▶ _What you have to do_
Produce a verbatim copy of the following records, leaving out all pictures.

* * * * * * *

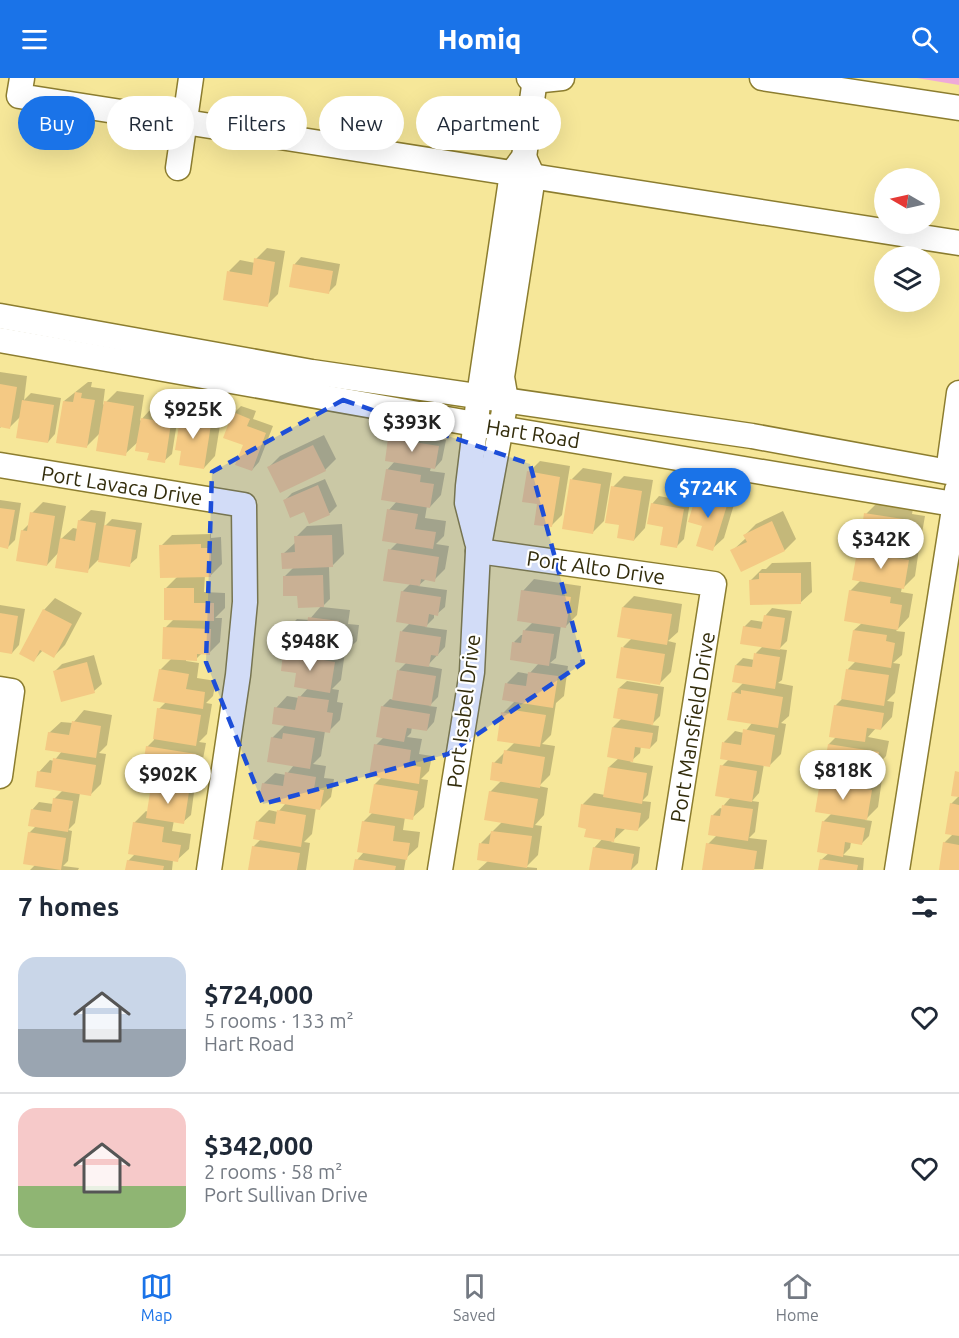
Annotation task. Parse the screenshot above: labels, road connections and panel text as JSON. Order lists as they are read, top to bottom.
{
  "streets": {
    "street": [
      "Hart Road",
      "Port Lavaca Drive",
      "Port Alto Drive",
      "Port Isabel Drive",
      "Port Mansfield Drive"
    ]
  },
  "crossings": [
    ["Hart Road", "Port Isabel Drive"],
    ["Port Alto Drive", "Port Isabel Drive"],
    ["Port Alto Drive", "Port Mansfield Drive"]
  ],
  "north": "left",
  "page": {
    "header": "Homiq",
    "chip": [
      "Buy",
      "Rent",
      "Filters",
      "New",
      "Apartment"
    ],
    "price": [
      "$925K",
      "$393K",
      "$724K",
      "$342K",
      "$948K",
      "$818K",
      "$902K"
    ],
    "heading": "7 homes",
    "list": [
      {
        "name": "$724,000",
        "note": "5 rooms · 133 m² · Hart Road"
      },
      {
        "name": "$342,000",
        "note": "2 rooms · 58 m² · Port Sullivan Drive"
      }
    ],
    "tabs": ["Map", "Saved", "Home"]
  }
}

* * * * * * *

▶ _Reply_
Annotation task. Parse the screenshot above: labels, road connections and panel text as JSON. Order lists as they are read, top to bottom.
{
  "streets": {
    "street": [
      "Hart Road",
      "Port Lavaca Drive",
      "Port Alto Drive",
      "Port Isabel Drive",
      "Port Mansfield Drive"
    ]
  },
  "crossings": [
    ["Hart Road", "Port Isabel Drive"],
    ["Port Alto Drive", "Port Isabel Drive"],
    ["Port Alto Drive", "Port Mansfield Drive"]
  ],
  "north": "left",
  "page": {
    "header": "Homiq",
    "chip": [
      "Buy",
      "Rent",
      "Filters",
      "New",
      "Apartment"
    ],
    "price": [
      "$925K",
      "$393K",
      "$724K",
      "$342K",
      "$948K",
      "$818K",
      "$902K"
    ],
    "heading": "7 homes",
    "list": [
      {
        "name": "$724,000",
        "note": "5 rooms · 133 m² · Hart Road"
      },
      {
        "name": "$342,000",
        "note": "2 rooms · 58 m² · Port Sullivan Drive"
      }
    ],
    "tabs": ["Map", "Saved", "Home"]
  }
}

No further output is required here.